What is Bahasa Indonesia?

Bahasa Indonesia is the official language of Indonesia, and is spoken by more than 200 million people. It is a standardized language, and primarily serves as a second language for people in Indonesia to help them communicate with one another. Less than 30 million people speak Bahasa Indonesia as their native tongue. Bahasa Indonesia is sometimes referred to by people outside of Indonesia simply as Indonesian, or even as Bahasa. The name itself means “language of Indonesia,” and so calling it Bahasa is viewed by many as an incorrect abbreviation, since this means simply “language.”

Bahasa Indonesia took a popular dialect of the Malay language spoken throughout the Malay peninsula, and standardized it to be used as the national language of Indonesia after independence was declared in 1945. Speakers of Bahasa Indonesia can communicate with and understand speakers of Malay, and visa versa – the distinction between Malay and Bahasa Indonesia as discrete languages is more a matter of political significance than anything else.

Bahasa Indonesia has adopted a great deal of words from other languages, particularly from Dutch. Because much of Indonesia was a territory of the Netherlands, the Dutch lent an enormous quantity of words to Bahasa Indonesia, which span all areas of the vocabulary. These words have tended to change somewhat upon their adoption, to become closer in pronunciation to the sound of standard Bahasa Indonesia, especially when there are groups of many consonants – a situation uncommon in Bahasa Indonesia itself. Indonesia is a predominantly Muslim country, and so Arabic also plays an important role in the religious life of its people, and a number of Arabic words have also been adopted into Bahasa Indonesia.

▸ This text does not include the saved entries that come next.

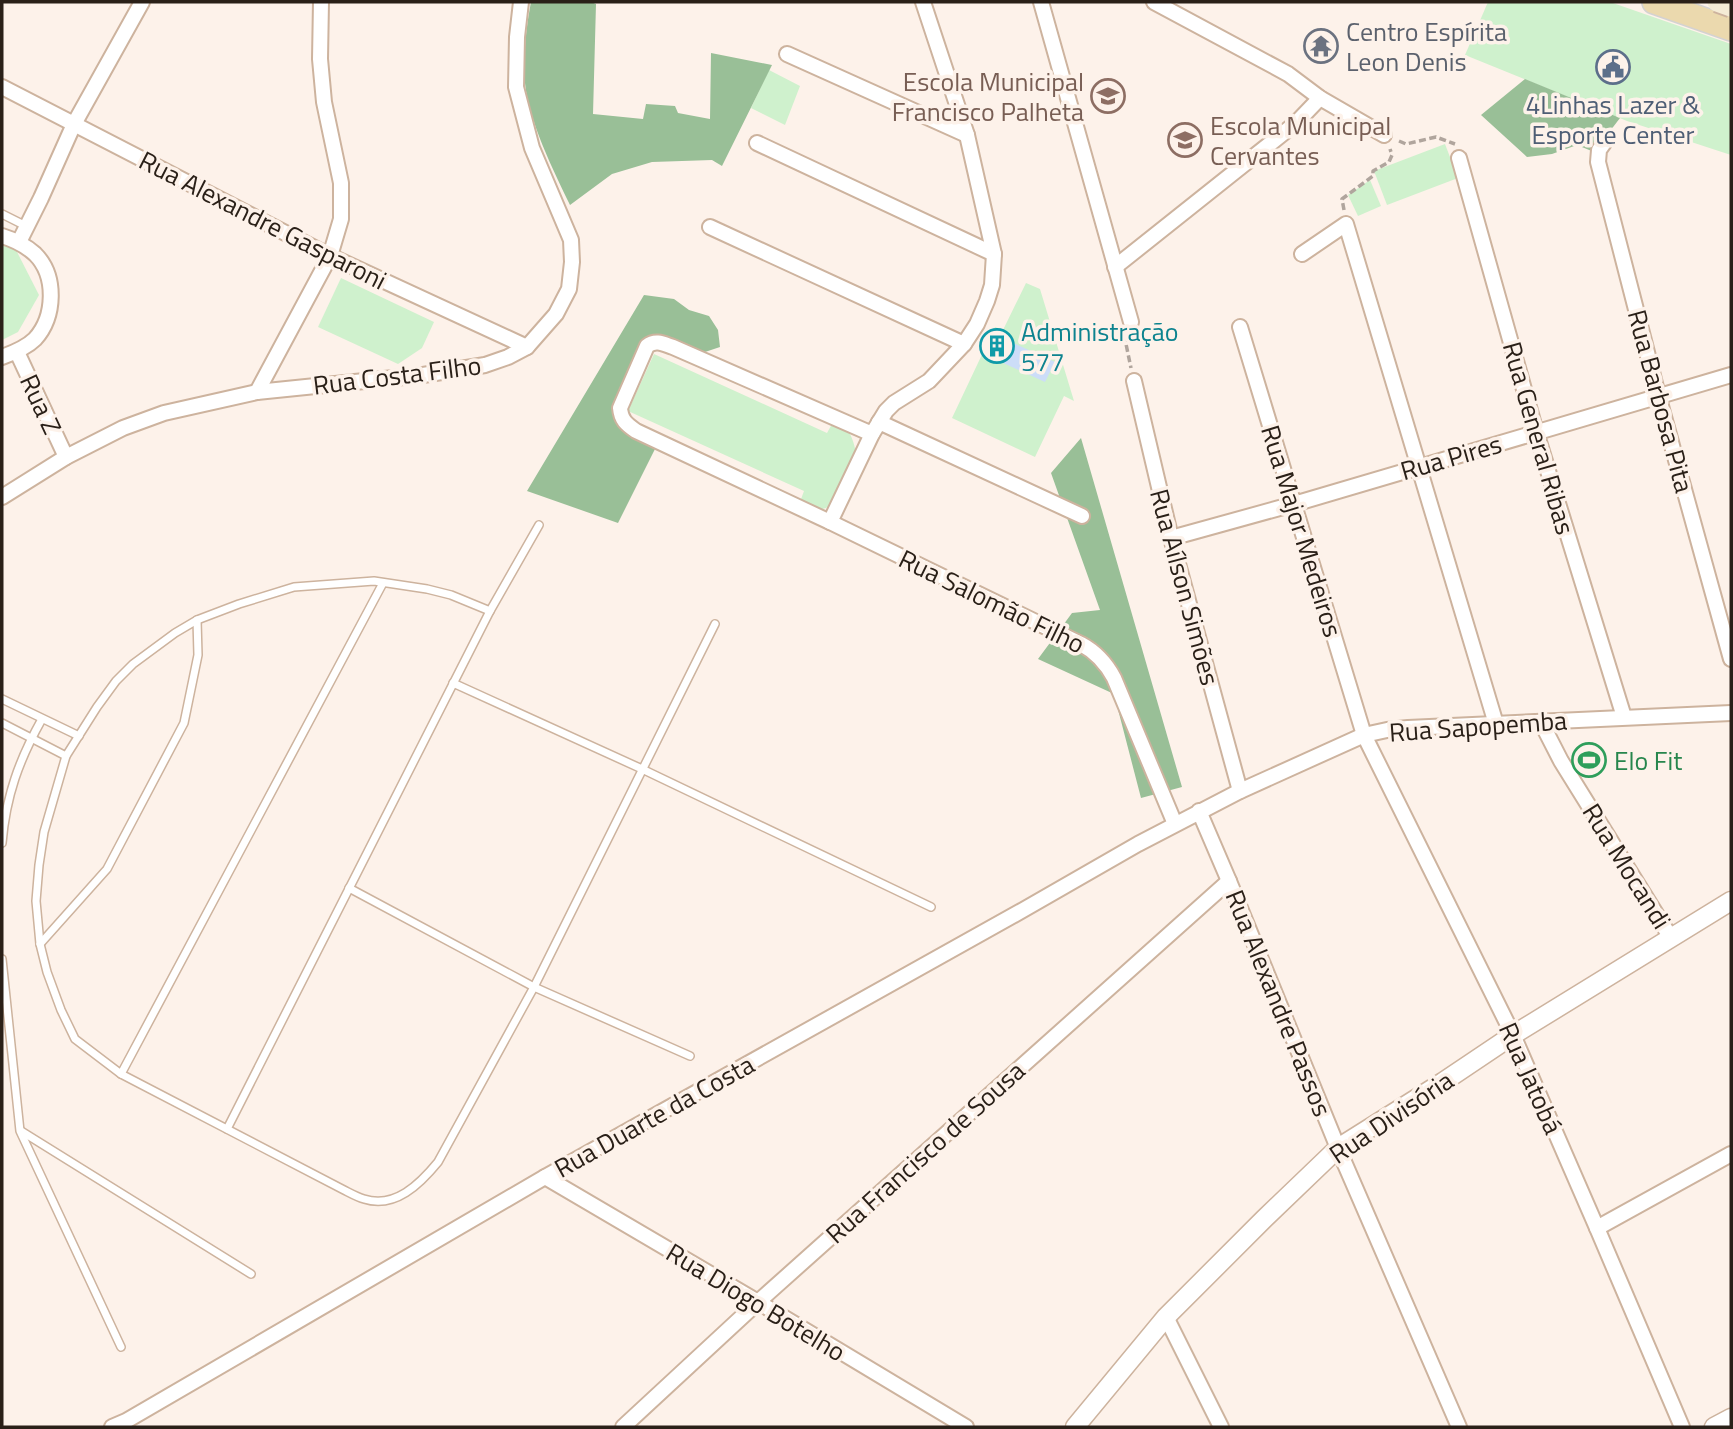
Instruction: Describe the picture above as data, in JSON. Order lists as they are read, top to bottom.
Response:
{
  "streets": {
    "street": [
      "Rua Alexandre Gasparoni",
      "Rua Costa Filho",
      "Rua Barbosa Pita",
      "Rua Z",
      "Rua General Ribas",
      "Rua Pires",
      "Rua Major Medeiros",
      "Rua Aílson Simões",
      "Rua Salomão Filho",
      "Rua Sapopemba",
      "Rua Mocandi",
      "Rua Alexandre Passos",
      "Rua Jatobá",
      "Rua Duarte da Costa",
      "Rua Divisória",
      "Rua Francisco de Sousa",
      "Rua Diogo Botelho"
    ]
  },
  "crossings": [
    ["Rua Alexandre Gasparoni", "Rua Costa Filho"],
    ["Rua Costa Filho", "Rua Z"],
    ["Rua Barbosa Pita", "Rua Pires"],
    ["Rua General Ribas", "Rua Pires"],
    ["Rua General Ribas", "Rua Sapopemba"],
    ["Rua Pires", "Rua Major Medeiros"],
    ["Rua Pires", "Rua Aílson Simões"],
    ["Rua Major Medeiros", "Rua Sapopemba"],
    ["Rua Major Medeiros", "Rua Jatobá"],
    ["Rua Aílson Simões", "Rua Sapopemba"],
    ["Rua Salomão Filho", "Rua Duarte da Costa"],
    ["Rua Sapopemba", "Rua Mocandi"],
    ["Rua Sapopemba", "Rua Alexandre Passos"],
    ["Rua Sapopemba", "Rua Jatobá"],
    ["Rua Sapopemba", "Rua Duarte da Costa"],
    ["Rua Mocandi", "Rua Divisória"],
    ["Rua Alexandre Passos", "Rua Duarte da Costa"],
    ["Rua Alexandre Passos", "Rua Divisória"],
    ["Rua Alexandre Passos", "Rua Francisco de Sousa"],
    ["Rua Jatobá", "Rua Divisória"],
    ["Rua Duarte da Costa", "Rua Diogo Botelho"],
    ["Rua Francisco de Sousa", "Rua Diogo Botelho"]
  ],
  "places": {
    "temple": ["Centro Espírita Leon Denis"],
    "public building": ["4Linhas Lazer & Esporte Center"],
    "school or university": ["Escola Municipal Francisco Palheta", "Escola Municipal Cervantes"],
    "building": ["Administração 577"],
    "sports": ["Elo Fit"]
  }
}
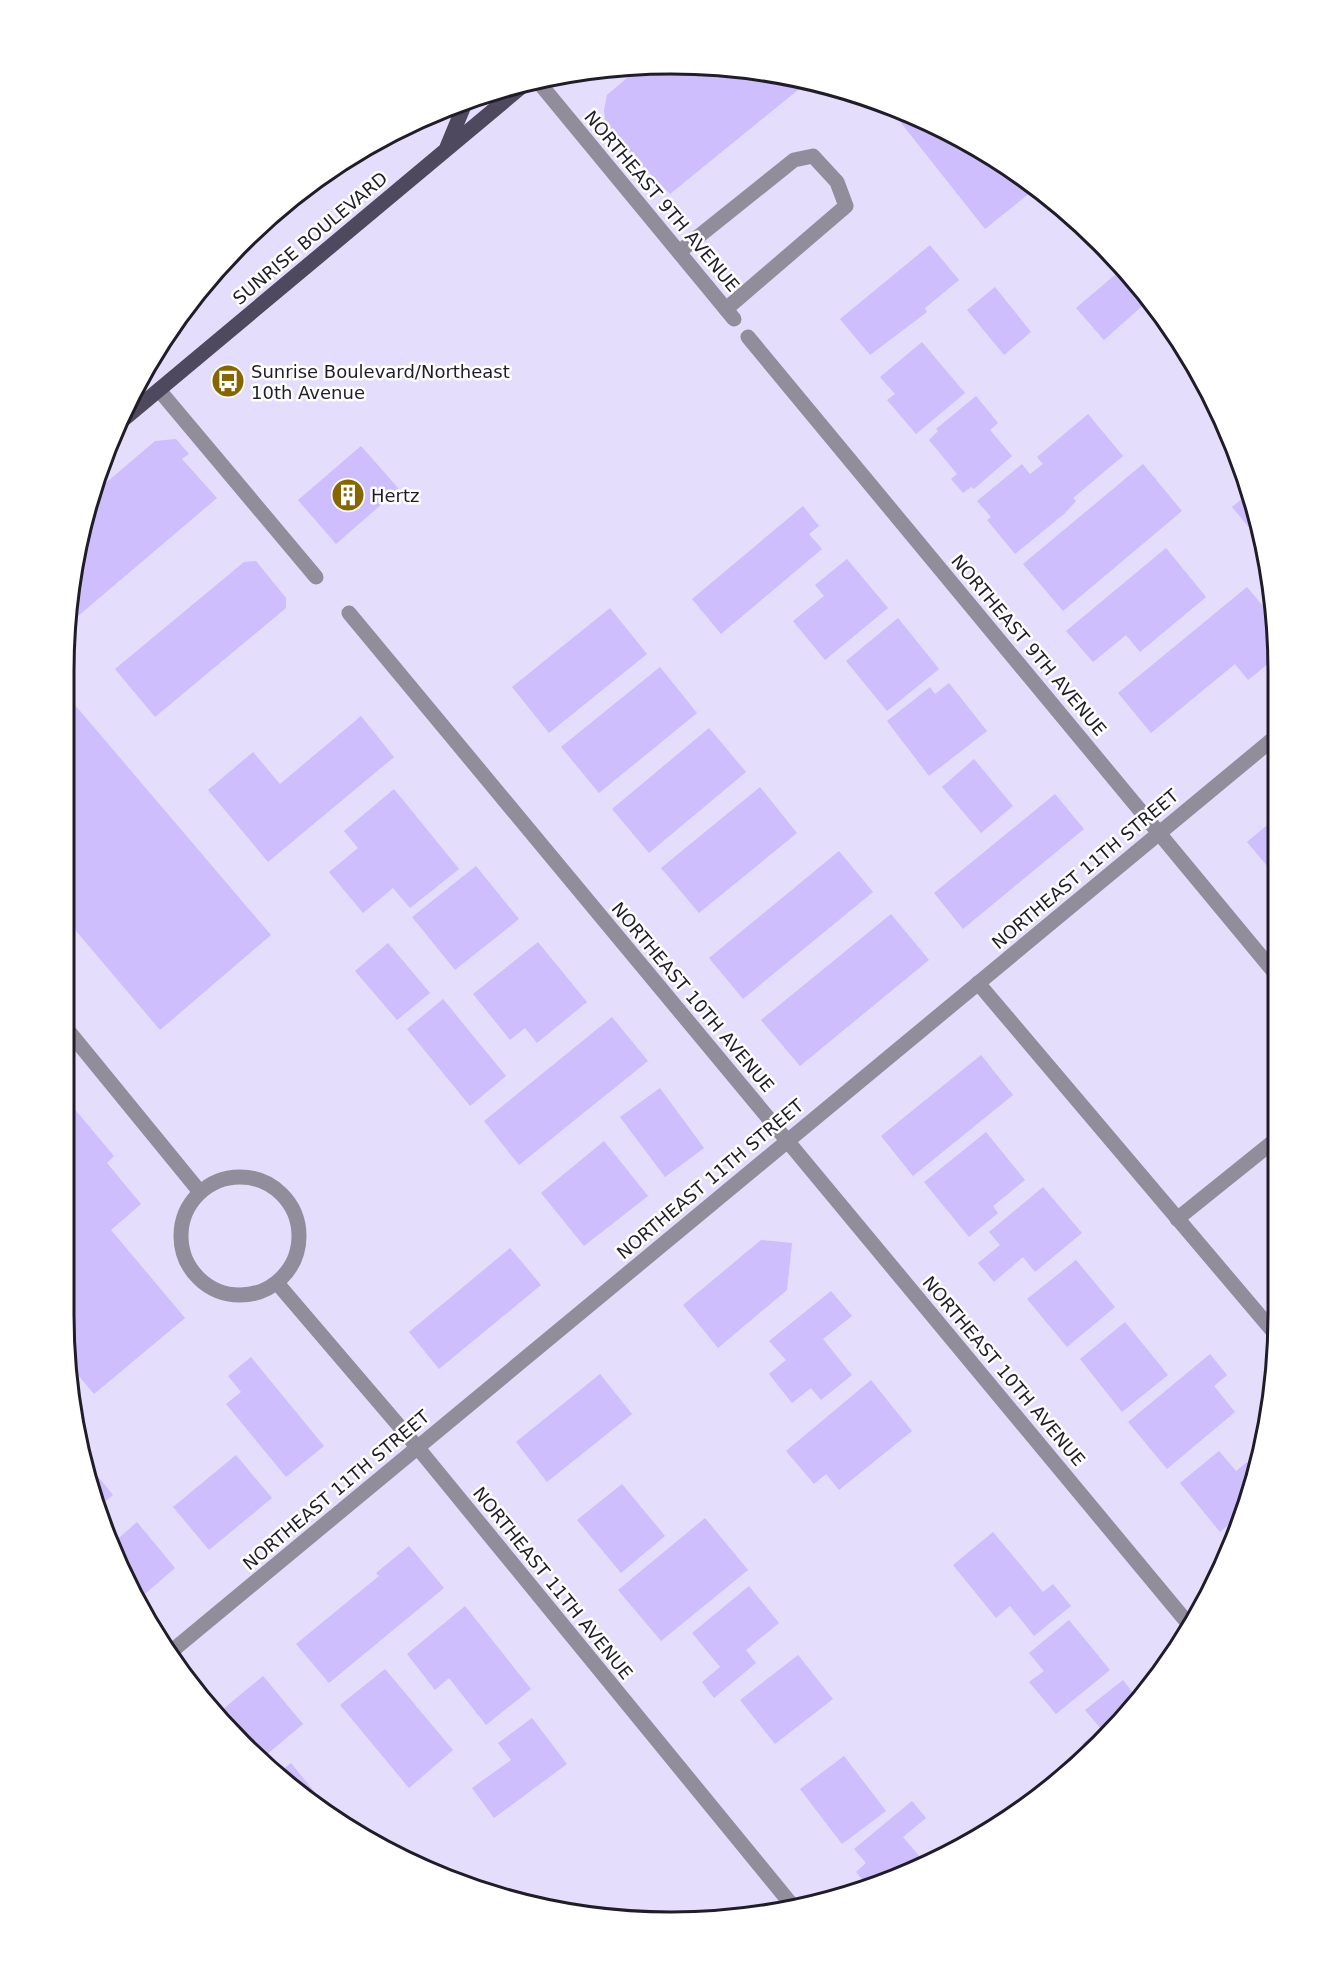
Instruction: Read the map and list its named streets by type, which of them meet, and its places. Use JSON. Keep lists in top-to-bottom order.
{
  "streets": {
    "main road": ["SUNRISE BOULEVARD"],
    "street": [
      "NORTHEAST 9TH AVENUE",
      "NORTHEAST 11TH STREET",
      "NORTHEAST 10TH AVENUE",
      "NORTHEAST 11TH AVENUE"
    ]
  },
  "crossings": [
    ["NORTHEAST 9TH AVENUE", "NORTHEAST 11TH STREET"],
    ["NORTHEAST 11TH STREET", "NORTHEAST 10TH AVENUE"],
    ["NORTHEAST 11TH STREET", "NORTHEAST 11TH AVENUE"]
  ],
  "places": {
    "bus stop": ["Sunrise Boulevard/Northeast 10th Avenue"],
    "building": ["Hertz"]
  }
}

The structure of Bahasa Indonesia is fairly basic when compared to some other languages, and speakers of English usually find it relatively easy to acquire. Pluralizing words in Bahasa Indonesia is done by simply repeating the word, so that monyet means “monkey,” and monyet-monyet means “monkeys.” There are no tenses in Bahasa Indonesia – time is related by using distinct time words – and verbs do not conjugate to refer to person or quantity either. Most words also have no gender distinction, so that the word for “brother” and “sister” is the same word: adik, meaning “sibling.”